“Amerikan ulusu dehşet ve ardından da panik duygusuyla uyandı. Bütün gazetelerde, televizyonlarda ve radyolarda Washington Anıtı'nın nasıl yok edildiği anlatıyordu. Dünyanın her köşesindeki büyük kanalların haber muhabirleri ve kameralar, bu muazzam yıkımı göstermekteydi. Geniş bomba çukuru ve garip bir biçimde bükülerek kısmen iskelete dönmüş basamaklar televizyon kanallarında durmadan yayınlanmaktaydı. Kararmış molozlar büyük parçalar halinde Kongre Binası'nın arazisine dağılmıştı. Bir zamanlar bembeyaz olan Kongre Binası'nın kubbesi, yağmurun da yardımıyla devasa bir örümcek ağına benzeyen ve aşağı akan uzun, siyah çizgilerle kaplıydı. Büyük binaların kırık camları siyah plastik poşetlerle kaplanmış, binalar devasa bir dama tahtası görünümüne bürünmüştü.”
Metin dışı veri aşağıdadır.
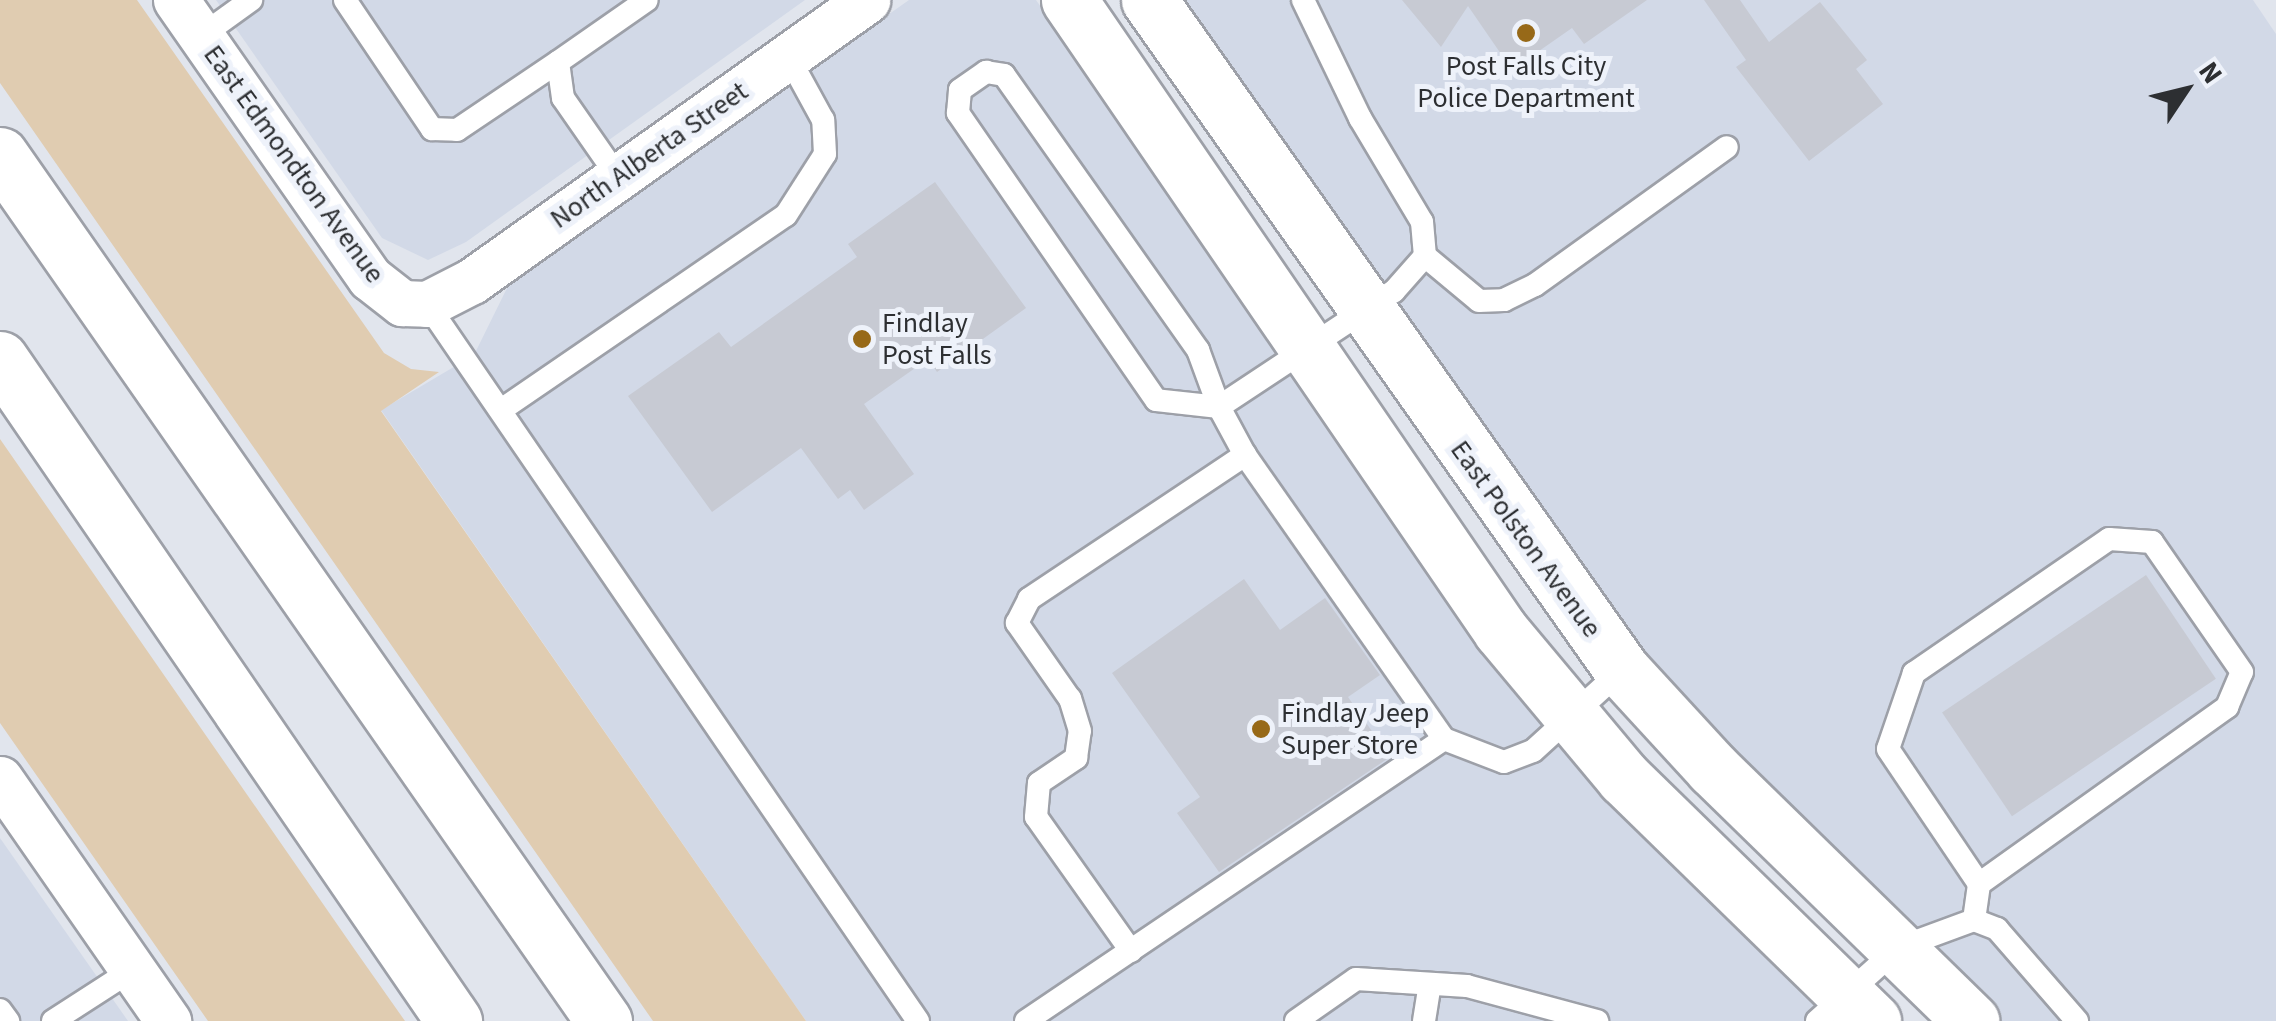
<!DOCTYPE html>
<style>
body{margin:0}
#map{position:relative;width:2276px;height:1021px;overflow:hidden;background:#e1e5ed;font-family:"Source Sans 3",sans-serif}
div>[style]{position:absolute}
.built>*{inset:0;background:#d2d9e7}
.green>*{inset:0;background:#e0ccb1}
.building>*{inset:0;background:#c7cad3;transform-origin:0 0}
.roads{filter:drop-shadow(2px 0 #9da0a8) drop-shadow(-2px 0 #9da0a8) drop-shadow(0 2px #9da0a8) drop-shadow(0 -2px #9da0a8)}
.lane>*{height:22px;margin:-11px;padding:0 11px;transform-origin:11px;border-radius:11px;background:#fff}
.street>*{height:45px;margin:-22.5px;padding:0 22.5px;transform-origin:22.5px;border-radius:22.5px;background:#fff}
.secondary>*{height:55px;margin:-27.5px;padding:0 27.5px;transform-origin:27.5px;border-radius:27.5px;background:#fff}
.highway>*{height:55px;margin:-27.5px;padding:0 27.5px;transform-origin:27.5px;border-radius:27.5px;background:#fff}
.dots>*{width:28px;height:28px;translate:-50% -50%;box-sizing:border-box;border:5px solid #eef2fa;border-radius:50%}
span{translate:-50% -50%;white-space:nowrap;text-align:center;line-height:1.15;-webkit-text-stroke:10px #eef2fa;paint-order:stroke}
.poi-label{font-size:28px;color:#2d2f32}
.left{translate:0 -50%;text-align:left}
.street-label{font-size:28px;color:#2d2f32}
.north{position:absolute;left:2136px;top:40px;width:100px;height:100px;-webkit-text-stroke:8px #eef2fa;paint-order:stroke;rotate:55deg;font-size:28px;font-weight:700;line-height:40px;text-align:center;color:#2d2f32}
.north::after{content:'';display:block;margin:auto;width:35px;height:45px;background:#2d2f32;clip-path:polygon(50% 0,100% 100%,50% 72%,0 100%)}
</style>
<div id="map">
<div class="built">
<i style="clip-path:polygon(216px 0,805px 0,466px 242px,428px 260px,382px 238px)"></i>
<i style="clip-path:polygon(909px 0,1036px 0,1532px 711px,1612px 805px,1844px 1021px,806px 1021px,381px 410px,474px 355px,510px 282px)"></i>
<i style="clip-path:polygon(1175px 0,2253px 0,2276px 34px,2276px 1021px,1998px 1021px,1644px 663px)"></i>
<i style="clip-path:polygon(0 838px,128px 1021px,0 1021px)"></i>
</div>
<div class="green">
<i style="clip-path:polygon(0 0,137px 0,384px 353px,411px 369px,439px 372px,381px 411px,806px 1021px,653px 1021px,0 83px)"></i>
<i style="clip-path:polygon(0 439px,355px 950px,405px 1021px,208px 1021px,0 723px)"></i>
</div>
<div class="building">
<i style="clip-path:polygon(1402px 0,1647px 0,1584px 44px,1572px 28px,1512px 70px,1468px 6px,1441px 47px)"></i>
<i style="clip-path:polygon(1704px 0,1740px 0,1769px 42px,1820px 2px,1867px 60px,1856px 69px,1883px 104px,1809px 161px,1736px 67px,1746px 60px)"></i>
<i style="clip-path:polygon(935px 182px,1026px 308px,937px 372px,928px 359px,864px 404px,914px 474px,864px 510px,850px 490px,838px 499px,801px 448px,712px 512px,628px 396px,719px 332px,731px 347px,857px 257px,848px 244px)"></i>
<i style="left:2146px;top:575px;width:125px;height:246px;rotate:56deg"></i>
<i style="clip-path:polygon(1244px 579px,1280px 630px,1325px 598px,1380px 675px,1348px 697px,1390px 757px,1219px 872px,1177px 813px,1200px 797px,1112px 673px)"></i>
</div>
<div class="roads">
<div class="lane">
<i style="left:345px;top:0;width:156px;rotate:56deg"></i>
<i style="left:432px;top:129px;width:25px;rotate:2deg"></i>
<i style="left:457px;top:130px;width:122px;rotate:-34deg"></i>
<i style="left:1303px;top:0;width:131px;rotate:64.2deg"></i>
<i style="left:1360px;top:118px;width:121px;rotate:59.2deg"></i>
<i style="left:1422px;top:222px;width:34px;rotate:85deg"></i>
<i style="left:1425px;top:256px;width:47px;rotate:131.5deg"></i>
<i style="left:1394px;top:291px;width:210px;rotate:146.5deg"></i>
<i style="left:1219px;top:407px;width:55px;rotate:61.6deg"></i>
<i style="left:1245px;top:455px;width:347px;rotate:55deg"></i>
<i style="left:1444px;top:739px;width:64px;rotate:21deg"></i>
<i style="left:1504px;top:762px;width:31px;rotate:-21deg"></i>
<i style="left:1533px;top:751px;width:120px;rotate:-42.3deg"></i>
<i style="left:201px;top:36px;width:62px;rotate:-35.8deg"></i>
<i style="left:986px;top:72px;width:18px;rotate:9deg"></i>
<i style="left:1004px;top:75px;width:337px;rotate:54.8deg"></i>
<i style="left:1198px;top:350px;width:61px;rotate:69.8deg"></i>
<i style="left:1219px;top:407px;width:63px;rotate:-173.7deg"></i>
<i style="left:1156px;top:400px;width:349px;rotate:-124.6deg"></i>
<i style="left:958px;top:113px;width:23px;rotate:-85deg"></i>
<i style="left:960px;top:90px;width:32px;rotate:-35deg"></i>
<i style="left:618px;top:177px;width:96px;rotate:-124.8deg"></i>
<i style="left:563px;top:98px;width:36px;rotate:-98deg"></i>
<i style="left:558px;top:62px;width:108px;rotate:-34.9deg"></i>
<i style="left:1425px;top:256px;width:70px;rotate:39.8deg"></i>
<i style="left:1479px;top:301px;width:25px;rotate:-2deg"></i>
<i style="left:1504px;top:300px;width:34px;rotate:-26deg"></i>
<i style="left:1535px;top:285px;width:236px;rotate:-35.7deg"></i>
<i style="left:427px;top:304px;width:869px;rotate:55.6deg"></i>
<i style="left:501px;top:410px;width:345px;rotate:-34.4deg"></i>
<i style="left:786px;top:215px;width:72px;rotate:-57.4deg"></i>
<i style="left:825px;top:154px;width:34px;rotate:-93deg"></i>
<i style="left:823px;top:120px;width:73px;rotate:-118.7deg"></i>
<i style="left:1974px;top:920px;width:36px;rotate:-82deg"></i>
<i style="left:1979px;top:884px;width:305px;rotate:-35.5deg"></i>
<i style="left:2227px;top:707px;width:38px;rotate:-67deg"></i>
<i style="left:2242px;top:672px;width:158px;rotate:-124.7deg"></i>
<i style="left:2152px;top:542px;width:43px;rotate:-176deg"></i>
<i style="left:2109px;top:539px;width:237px;rotate:145.5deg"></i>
<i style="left:1914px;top:673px;width:80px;rotate:108.9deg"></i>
<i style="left:1888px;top:749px;width:163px;rotate:56deg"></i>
<i style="left:1131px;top:951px;width:164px;rotate:-125.3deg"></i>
<i style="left:1036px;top:817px;width:34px;rotate:-85deg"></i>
<i style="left:1039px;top:783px;width:45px;rotate:-34deg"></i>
<i style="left:1076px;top:758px;width:27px;rotate:-82deg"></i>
<i style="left:1080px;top:731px;width:34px;rotate:-107deg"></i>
<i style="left:1070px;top:699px;width:93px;rotate:-124.9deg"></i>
<i style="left:1017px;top:623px;width:27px;rotate:-63deg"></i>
<i style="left:1029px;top:599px;width:260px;rotate:-33.7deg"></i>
<i style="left:0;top:1010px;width:14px;rotate:54deg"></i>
<i style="left:53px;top:1021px;width:94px;rotate:-32.8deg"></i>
<i style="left:1026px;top:1021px;width:504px;rotate:-34.01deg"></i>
<i style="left:1296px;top:1021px;width:73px;rotate:-35deg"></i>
<i style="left:1356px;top:979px;width:111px;rotate:3.6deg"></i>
<i style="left:1467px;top:986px;width:135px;rotate:15.1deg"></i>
<i style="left:1424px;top:1021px;width:37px;rotate:-81deg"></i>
<i style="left:1817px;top:1021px;width:109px;rotate:-42deg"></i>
<i style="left:1898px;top:948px;width:81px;rotate:-20.2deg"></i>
<i style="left:1974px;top:920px;width:25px;rotate:21deg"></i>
<i style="left:1997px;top:929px;width:122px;rotate:49deg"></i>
</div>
<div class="street">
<i style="left:176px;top:0;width:339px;rotate:55.1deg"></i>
<i style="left:370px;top:278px;width:41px;rotate:38deg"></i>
<i style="left:402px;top:303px;width:25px;rotate:2deg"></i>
<i style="left:427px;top:304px;width:51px;rotate:-27.1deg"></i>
<i style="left:472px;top:281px;width:485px;rotate:-35.4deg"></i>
<i style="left:0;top:779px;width:295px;rotate:55.2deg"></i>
</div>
<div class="secondary">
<i style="left:1069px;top:0;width:765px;rotate:55.6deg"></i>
<i style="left:1501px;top:631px;width:192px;rotate:50.1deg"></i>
<i style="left:1624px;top:778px;width:348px;rotate:44.3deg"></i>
<i style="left:1149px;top:0;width:820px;rotate:54.78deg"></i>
<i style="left:1622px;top:670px;width:134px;rotate:47.4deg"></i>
<i style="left:1713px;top:769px;width:361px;rotate:44.3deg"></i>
</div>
<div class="highway">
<i style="left:0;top:155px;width:1056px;rotate:55.11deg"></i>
<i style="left:0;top:359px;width:803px;rotate:55.56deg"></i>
</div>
</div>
<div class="dots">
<i style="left:1526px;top:33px;background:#976918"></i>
<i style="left:862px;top:339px;background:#976918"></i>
<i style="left:1261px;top:729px;background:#976918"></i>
</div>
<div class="poi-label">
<span style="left:1526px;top:82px">Post Falls City<br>Police Department</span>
<span class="left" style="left:882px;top:339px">Findlay<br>Post Falls</span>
<span class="left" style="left:1281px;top:729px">Findlay Jeep<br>Super Store</span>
</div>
<div class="street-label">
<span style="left:649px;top:155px;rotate:-35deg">North Alberta Street</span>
<span style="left:294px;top:164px;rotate:54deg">East Edmondton Avenue</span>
<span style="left:1526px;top:539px;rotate:54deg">East Polston Avenue</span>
</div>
<div class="north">N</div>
</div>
Yahudi asıllı Amerikalı bir Papa, genç ve tecrübesiz bir Cizvit papazı, tek çocuğunu uyuşturucu yüzünden kaybetmiş, Silahlı Hizmetler Komitesi başkanı olan Amerikalı bir senatör, Cizvit papazının dayısı olan Sicilyalı acımasız bir Mafya lideri, alkol ve uyuşturucu sorunu olan Kolombiyalı bir lobici … Bir araya gelmeleri neredeyse imkansız olan bu kişiler, insanlığın en büyük belası olan uyuşturucu sorununu çözmek için birlikte hareket etmeye karar vermişlerdi. Girdikleri bu tehlikeli yolda umulmadık kişi ve kurumlarla stratejik ortaklık yapmaktan başka çareleri olmayan bu insanların, mücadelelerini başarıya ulaştırmak için kendilerini ve ailelerini tehlikeye atmaktan başka çareleri yoktu. Uyuşturucuya karşı verecekleri savaşta Amerikan başkanı, DEA, FBI, CIA, NSA, Sicilya Mafyası, Amerikan Mafyası, Japon suç örgütü Yakuza, Kolombiya kartelleri, Rus Mafyası, Triad ve Tong örgütleri ve radikal Arap teröristlerle karşı karşıya kalacaklardı ve verecekleri bu mücadeleyi kazanabilmek için usta bir satranççı gibi hareket etmek zorundaydılar.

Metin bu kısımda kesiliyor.